Analyst Price Targets and Opinions

Investors often compare a stock’s current price to an analyst price target to get a sense of the potential upside within the next year. CC is currently priced at a -29.16% to its one-year price target of 23.08. Comparatively, AEM is -11.88% relative to its price target of 64.22. This suggests that CC is the better investment over the next year.

Risk and Volatility

Beta is a metric that investors frequently use to analyze a stock’s systematic risk. A beta above 1 implies above average market volatility. Conversely, a stock with a beta below 1 is seen as less risky than the overall market. CC has a beta of 2.49 and AEM’s beta is -0.57. AEM’s shares are therefore the less volatile of the two stocks.

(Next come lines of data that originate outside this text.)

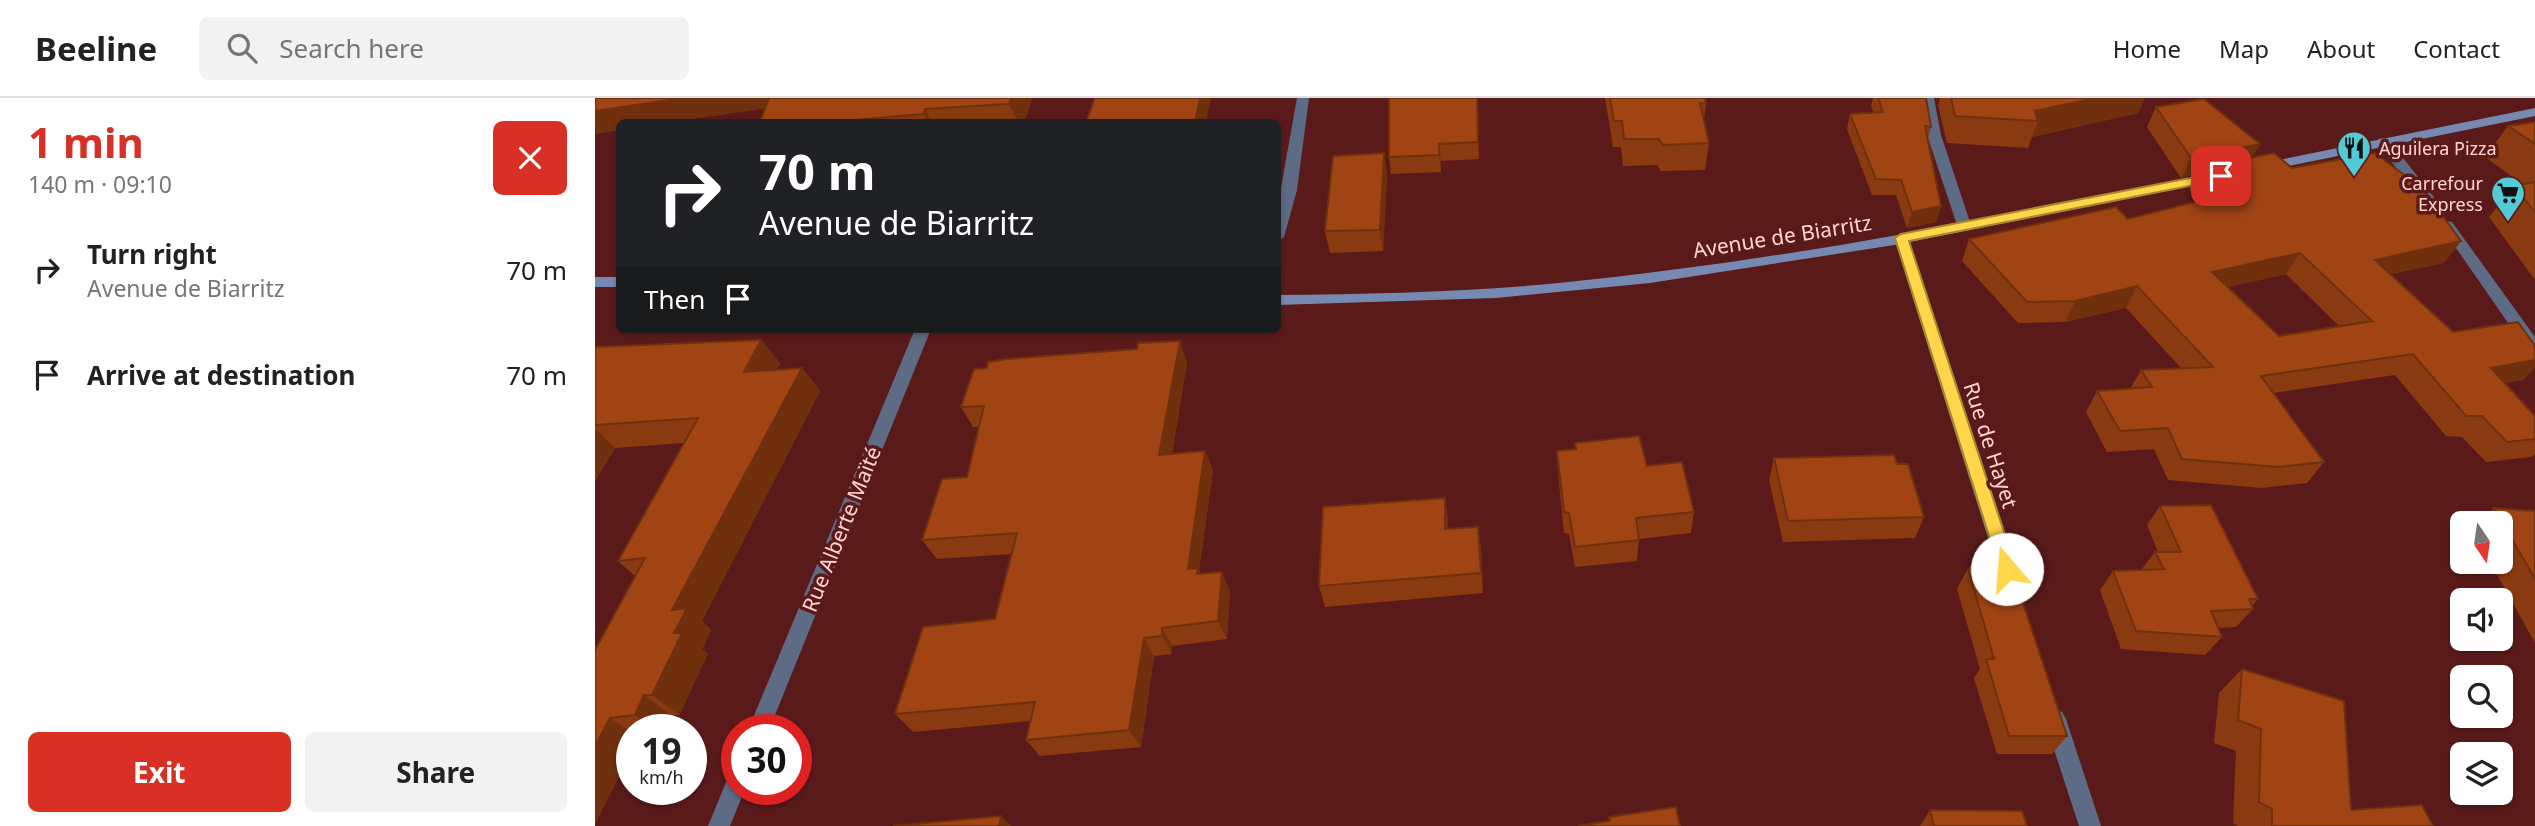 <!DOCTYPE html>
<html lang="en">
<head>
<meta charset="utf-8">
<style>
	:root { --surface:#fff; --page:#f2f2f2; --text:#222; --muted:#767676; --line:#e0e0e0; --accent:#d93025 }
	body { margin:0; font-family:"Noto Sans",sans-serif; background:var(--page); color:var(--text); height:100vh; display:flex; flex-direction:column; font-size:26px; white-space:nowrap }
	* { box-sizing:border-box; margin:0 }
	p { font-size:23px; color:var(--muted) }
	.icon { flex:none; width:38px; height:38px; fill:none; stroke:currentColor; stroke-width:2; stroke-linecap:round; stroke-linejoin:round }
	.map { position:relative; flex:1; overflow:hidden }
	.side { display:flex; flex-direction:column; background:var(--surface); width:595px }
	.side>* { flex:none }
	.banner { position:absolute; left:21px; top:21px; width:665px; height:214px; border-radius:10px; box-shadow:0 2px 5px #0004; background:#202124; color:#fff; overflow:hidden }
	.needle { width:46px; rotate:167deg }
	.controls { position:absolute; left:1855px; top:413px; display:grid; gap:14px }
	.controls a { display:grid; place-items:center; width:63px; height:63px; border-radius:10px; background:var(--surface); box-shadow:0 2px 5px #0004; font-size:35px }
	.speed { position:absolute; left:21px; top:616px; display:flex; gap:14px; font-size:35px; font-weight:700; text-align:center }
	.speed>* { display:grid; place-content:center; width:91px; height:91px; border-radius:50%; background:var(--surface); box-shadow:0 2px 5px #0004; line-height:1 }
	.speed small { font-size:18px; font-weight:400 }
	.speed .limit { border:10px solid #d22; background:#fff; color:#111 }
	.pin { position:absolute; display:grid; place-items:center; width:60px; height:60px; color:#fff; margin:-30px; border-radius:14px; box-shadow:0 4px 10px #0006 }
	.me { position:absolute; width:77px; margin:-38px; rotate:342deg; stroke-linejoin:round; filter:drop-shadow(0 0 5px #0008) }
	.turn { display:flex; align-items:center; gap:24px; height:147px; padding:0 28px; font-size:32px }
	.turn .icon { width:91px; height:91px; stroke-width:2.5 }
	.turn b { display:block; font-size:49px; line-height:60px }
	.then { display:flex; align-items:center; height:66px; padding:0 28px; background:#0003; gap:14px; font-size:26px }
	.round { display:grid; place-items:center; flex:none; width:74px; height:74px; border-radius:10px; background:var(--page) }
	.head { display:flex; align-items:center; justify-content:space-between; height:119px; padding:0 28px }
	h1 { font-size:42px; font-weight:700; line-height:52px; color:var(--accent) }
	.primary-button { display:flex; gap:14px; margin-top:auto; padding:14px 28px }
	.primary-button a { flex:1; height:80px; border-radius:10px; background:var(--accent); color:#fff; font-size:28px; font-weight:700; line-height:80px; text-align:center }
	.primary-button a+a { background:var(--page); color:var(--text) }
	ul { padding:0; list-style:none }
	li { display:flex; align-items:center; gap:21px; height:105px; padding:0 28px }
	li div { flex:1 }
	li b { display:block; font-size:26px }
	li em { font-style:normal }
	header { display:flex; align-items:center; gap:42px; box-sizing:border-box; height:98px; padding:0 35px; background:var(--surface); border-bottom:2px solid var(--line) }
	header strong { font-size:33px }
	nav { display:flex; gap:38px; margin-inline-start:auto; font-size:24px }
	.search { width:490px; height:63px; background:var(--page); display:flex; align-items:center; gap:18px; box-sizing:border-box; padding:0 24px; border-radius:10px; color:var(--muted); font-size:26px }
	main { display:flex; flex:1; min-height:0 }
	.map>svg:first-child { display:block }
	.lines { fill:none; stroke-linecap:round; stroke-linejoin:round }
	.minor { fill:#5e6b84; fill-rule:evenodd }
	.tertiary { fill:#5e6b84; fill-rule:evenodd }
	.secondary { fill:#768ab1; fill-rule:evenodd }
	.wall { fill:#8a3a11; fill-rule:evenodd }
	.shaded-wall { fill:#70300e }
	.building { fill:#a04414; stroke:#70300e; stroke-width:2; fill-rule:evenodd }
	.route { fill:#ffd54a; stroke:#a68a30; stroke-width:2 }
	.labels { text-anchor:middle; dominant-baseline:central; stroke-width:7; stroke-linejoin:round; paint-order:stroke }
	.far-poi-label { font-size:18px; fill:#ffd5d2; stroke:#5a1a1a; text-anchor:start }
	.street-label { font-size:21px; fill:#ffd5d2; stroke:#5a1a1a }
</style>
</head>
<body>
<header>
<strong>Beeline</strong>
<div class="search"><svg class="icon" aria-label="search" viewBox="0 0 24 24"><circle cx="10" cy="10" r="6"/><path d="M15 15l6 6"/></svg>Search here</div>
<nav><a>Home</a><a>Map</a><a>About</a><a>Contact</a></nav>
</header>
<main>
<section class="side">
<div class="head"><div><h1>1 min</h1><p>140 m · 09:10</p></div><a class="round" style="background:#d93025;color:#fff"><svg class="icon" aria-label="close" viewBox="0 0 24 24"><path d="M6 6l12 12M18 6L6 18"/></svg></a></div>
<ul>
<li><svg class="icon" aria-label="right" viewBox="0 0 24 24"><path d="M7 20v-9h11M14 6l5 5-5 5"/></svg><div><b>Turn right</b><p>Avenue de Biarritz</p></div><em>70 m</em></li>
<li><svg class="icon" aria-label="arrive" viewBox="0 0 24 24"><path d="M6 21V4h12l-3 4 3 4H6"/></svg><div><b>Arrive at destination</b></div><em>70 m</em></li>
</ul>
<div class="primary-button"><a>Exit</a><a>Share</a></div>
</section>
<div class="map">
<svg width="1940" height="728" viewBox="0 0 1940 728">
	<rect width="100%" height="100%" fill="#5a1a1a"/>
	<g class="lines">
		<path class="minor" d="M702,0H714L702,92L689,139L682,143V112Z
			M1327,0H1339L1346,37L1376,127L1374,130H1364L1362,127L1332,37Z
			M1306,135L1313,140L1429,491L1426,497L1419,499L1412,497L1409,491L1299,140Z
			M320,231H336L174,632H153Z
			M1460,611L1467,614L1471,621L1506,728H1484L1449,621L1453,614Z
			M142,674V691H150L135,728H113L134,677Z"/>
		<path class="tertiary" d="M1788,40L1793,41L1839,99V105H1829L1783,47V41Z
			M1852,123L1857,124L1940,239V257L1934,255L1845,127Z"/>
		<path class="secondary" d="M1940,10V18L1669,73L1662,69L1669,65Z
			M1621,75L1628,79L1626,82L1299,147L1055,185L901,200L682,207V197C780,196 877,194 973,184C1191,162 1407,119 1621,75Z
			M0,179H24V189H0Z"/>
	</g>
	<path class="wall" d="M0,0H437L429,24H165L170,10L76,24H24V32L0,36Z
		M883,0L884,61L846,63V74L796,76L794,59Z
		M1010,0H1110L1111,5L1109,23L1114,45L1110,72L1066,73L1062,67L1028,68L1026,49H1018Z
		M1278,0H1331L1336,29L1333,40L1346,108L1341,124L1312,130L1301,97H1277L1252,31L1255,16L1279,15L1276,8Z
		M1345,0H1550L1543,15L1437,39L1433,50L1352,45L1343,7Z
		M1561,9L1665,46L1657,60L1697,70L1866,143L1849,165L1795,176L1858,234L1940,248V269L1928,282L1909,285L1940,318V356L1936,359L1891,364L1867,339L1851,338L1800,277L1678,295L1729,364L1712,385L1667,390L1573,382L1559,351L1512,354L1491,314L1502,293L1535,291L1546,272L1586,270L1531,210L1470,224L1423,225L1367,163L1374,141L1533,121L1602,103L1594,91L1601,76L1586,80L1552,29ZM1691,176L1744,228L1684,238L1633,189Z
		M1940,24V182L1894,119L1919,88L1927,86L1890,59L1913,28Z
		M789,55L792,76L788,153L735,155L730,133Z
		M166,242L185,265L181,272L207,270L225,293L107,523L116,532L107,551L113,556L84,617H76L70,632H37V653L0,726V552L40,478L23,463L89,345L20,350L0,383V249Z
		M592,264L577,356L610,353L618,373L604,472L606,476L627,474L635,494L632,541L577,548V556L559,558L546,649L445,658L431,642L435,623L318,634L300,616L400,521L417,456L342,461L327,442L372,379L384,329H378L366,309Z
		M980,345L1052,368L1099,414L1096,435L1044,441L1042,463L980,469L974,436L969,435L963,375L962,353L980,351Z
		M1179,360L1302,366L1329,419L1320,440L1188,444L1174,382Z
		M850,400L853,431L886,450L888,495L730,509L724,488Z
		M1565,408L1663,501L1657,508L1658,511L1641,529L1623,530L1627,539L1610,557L1526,551L1505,492L1518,473L1546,472L1560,454H1563L1552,427Z
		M1899,410L1940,413V545L1895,464H1906V425H1883Z
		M1373,470L1472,638L1457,656H1402L1379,580L1385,571L1362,491Z
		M1647,571L1756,712L1838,728H1643L1638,725L1641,653L1619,645L1624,595Z
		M1335,712L1432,728H1325Z"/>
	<path class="shaded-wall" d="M88,0H236L76,24H24V32L0,36V13Z
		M416,0H437L429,24H423L414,6Z
		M605,0H616L611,24H600Z
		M882,0H883L884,61L883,44Z
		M1500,0H1550L1543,15L1437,39L1443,23L1440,13Z
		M330,11L337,24H333L328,16Z
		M844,46L846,63V74L844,57Z
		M1665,46L1654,66L1605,70L1601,76L1586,80L1596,60Z
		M789,55L792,76L788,153L785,132Z
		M1346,108L1341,124L1312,130L1317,114Z
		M1866,143L1849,165L1764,183L1780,162Z
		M1705,155L1691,176L1605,195L1617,174Z
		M1542,188L1531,210L1470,224L1480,203Z
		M166,242L185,265L168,297L149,274Z
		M585,243L592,264L573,377L564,357Z
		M1940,262V269L1928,282L1876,291L1896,270Z
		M207,270L225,293L107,523L116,532L107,551L113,556L84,617L57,597L79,535L77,512Z
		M0,331L20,350L0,383Z
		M610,353L618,373L604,472L612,489L593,471Z
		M850,400L853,421V452L850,431Z
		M883,429L886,450L888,495L886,475Z
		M627,474L635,494L632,541L623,523Z
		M567,530L577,548V556L567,538Z
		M549,540L559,558L546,649L534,632Z
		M49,597L76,617L70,632H60L40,617Z
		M15,620L37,635V653L0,726V648Z
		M406,718L416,728H404Z"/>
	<path class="building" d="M0,0H88L0,13Z
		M174,0H416L414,6L330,11L328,16L237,24H165Z
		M500,0H605L600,24H491Z
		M794,0H882L883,44L844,46V57L794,59Z
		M1015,0H1110L1111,5H1105L1114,45L1068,47L1064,41H1029L1027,23H1019Z
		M1283,0H1331L1336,29L1330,28L1346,108L1317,114L1306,82L1281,81L1255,16L1288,14Z
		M1356,0H1500L1440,13L1443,23L1360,18Z
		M1609,1L1665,46L1596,60L1561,9Z
		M1940,24V46L1913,28Z
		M789,55L785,132L730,133L738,58Z
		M1679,55L1697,70L1780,55L1829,92L1866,143L1780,162L1858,234L1923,224L1940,248V262L1896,270L1940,318V341L1912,344L1887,318H1871L1818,256L1666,278L1729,364L1683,369L1587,361L1573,330L1525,333L1502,293L1557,289L1546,272L1618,269L1542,188L1480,203L1432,204L1374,141L1521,109L1533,121L1624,98L1605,70ZM1705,155L1777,223L1684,238L1617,174Z
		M1940,84V114L1919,88Z
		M166,242L149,274L207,270L77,512L92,510L79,535H87L57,597H49L40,617L15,620L0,648V552L50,460L23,463L103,320L0,327V249Z
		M585,243L564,357L610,353L593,471L603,470L602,476L627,474L623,523L567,530V538L549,540L534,632L431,642L440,604L300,616L328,529L400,521L422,435L327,442L347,381L372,379L389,308L366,309L379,271L392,270L393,264L412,261L542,251L543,245Z
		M1044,338L1052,368L1087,364L1099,414L1041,420L1044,442L980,449L974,415L969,414L962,353L981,351L980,345Z
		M1299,357L1302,366H1313L1329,419L1193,423L1179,360Z
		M850,400V431L883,429L886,475L724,488L728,409Z
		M1616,407L1663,501H1654L1658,511L1616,513L1627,539L1541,533L1518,473L1569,471L1560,454H1586L1565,408Z
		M1899,410L1940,413V481Z
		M1416,469L1472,638H1414L1391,561H1399L1373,470Z
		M1647,571L1749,603L1756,712L1827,707L1838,728H1677V711L1664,704L1666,631L1643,622Z
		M1081,709L1085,728H983L1015,723L1014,719Z
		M1335,712L1427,713L1432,728H1339Z
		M406,718L404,728H298Z"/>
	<path class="route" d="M1626,74L1630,75V81L1314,143L1421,471L1418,476H1406L1300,140L1306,136Z"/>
	<defs>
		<g id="restaurant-pin" transform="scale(1.75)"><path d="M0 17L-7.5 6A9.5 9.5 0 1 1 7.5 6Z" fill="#52cbd7" stroke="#5a1a1a"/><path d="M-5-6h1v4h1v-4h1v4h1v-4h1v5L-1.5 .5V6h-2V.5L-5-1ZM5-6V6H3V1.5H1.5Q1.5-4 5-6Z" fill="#111"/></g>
		<g id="supermarket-pin" transform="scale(1.75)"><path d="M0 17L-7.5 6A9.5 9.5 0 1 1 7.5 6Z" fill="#52cbd7" stroke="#5a1a1a"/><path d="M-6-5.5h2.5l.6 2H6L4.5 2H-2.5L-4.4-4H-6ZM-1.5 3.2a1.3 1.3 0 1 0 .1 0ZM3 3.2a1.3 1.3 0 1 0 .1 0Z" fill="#111"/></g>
	</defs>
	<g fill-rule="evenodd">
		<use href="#restaurant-pin" x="1759" y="50"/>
		<use href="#supermarket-pin" x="1913" y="95"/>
	</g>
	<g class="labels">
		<g class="far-poi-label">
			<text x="1784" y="50">Aguilera Pizza</text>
			<text x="1888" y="85" text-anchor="end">Carrefour<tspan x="1888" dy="21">Express</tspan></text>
		</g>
		<g class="street-label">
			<text transform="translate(1187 138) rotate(-9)">Avenue de Biarritz</text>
			<text transform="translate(1396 347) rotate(72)">Rue de Hayet</text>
			<text transform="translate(246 431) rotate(-68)">Rue Alberte Maïté</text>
		</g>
	</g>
</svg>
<div class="controls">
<a><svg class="needle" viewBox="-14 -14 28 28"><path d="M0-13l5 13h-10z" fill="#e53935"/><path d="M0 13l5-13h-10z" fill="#767676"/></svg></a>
<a><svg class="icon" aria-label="sound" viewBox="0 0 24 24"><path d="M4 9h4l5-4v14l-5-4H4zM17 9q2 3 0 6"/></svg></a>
<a><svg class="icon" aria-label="search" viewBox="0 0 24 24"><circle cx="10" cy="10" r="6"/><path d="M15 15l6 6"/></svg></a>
<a><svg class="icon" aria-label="layers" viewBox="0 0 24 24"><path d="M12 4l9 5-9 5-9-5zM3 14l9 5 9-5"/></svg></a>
</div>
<div class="speed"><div>19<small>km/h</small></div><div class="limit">30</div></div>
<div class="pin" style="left:1626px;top:78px;background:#d93025"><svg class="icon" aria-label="arrive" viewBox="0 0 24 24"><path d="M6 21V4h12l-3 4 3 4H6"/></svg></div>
<svg class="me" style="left:1412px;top:471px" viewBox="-20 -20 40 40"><circle r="19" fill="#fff"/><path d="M0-13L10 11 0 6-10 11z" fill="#ffd54a"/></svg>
<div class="banner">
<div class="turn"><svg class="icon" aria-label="right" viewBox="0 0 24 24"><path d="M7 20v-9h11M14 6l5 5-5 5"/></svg><div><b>70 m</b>Avenue de Biarritz</div></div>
<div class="then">Then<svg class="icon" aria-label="arrive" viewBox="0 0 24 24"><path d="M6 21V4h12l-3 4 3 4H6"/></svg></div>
</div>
</div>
</main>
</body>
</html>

Insider Activity and Investor Sentiment

Analysts often look at short interest, or the percentage of a company’s float currently being shorted by investors, to aid in their outlook for a particular stock. CC has a short ratio of 3.23 compared to a short interest of 3.44 for AEM. This implies that the market is currently less bearish on the outlook for CC.


The Chemours Company (NYSE:CC) beats Agnico Eagle Mines Limited (NYSE:AEM) on a total of 8 of the 14 factors compared between the two stocks. CC is more profitable, generates a higher return on investment, has a higher cash conversion rate and higher liquidity. In terms of valuation, CC is the cheaper of the two stocks on an earnings and sales basis, CC is more undervalued relative to its price target. Finally, CC has better sentiment signals based on short interest.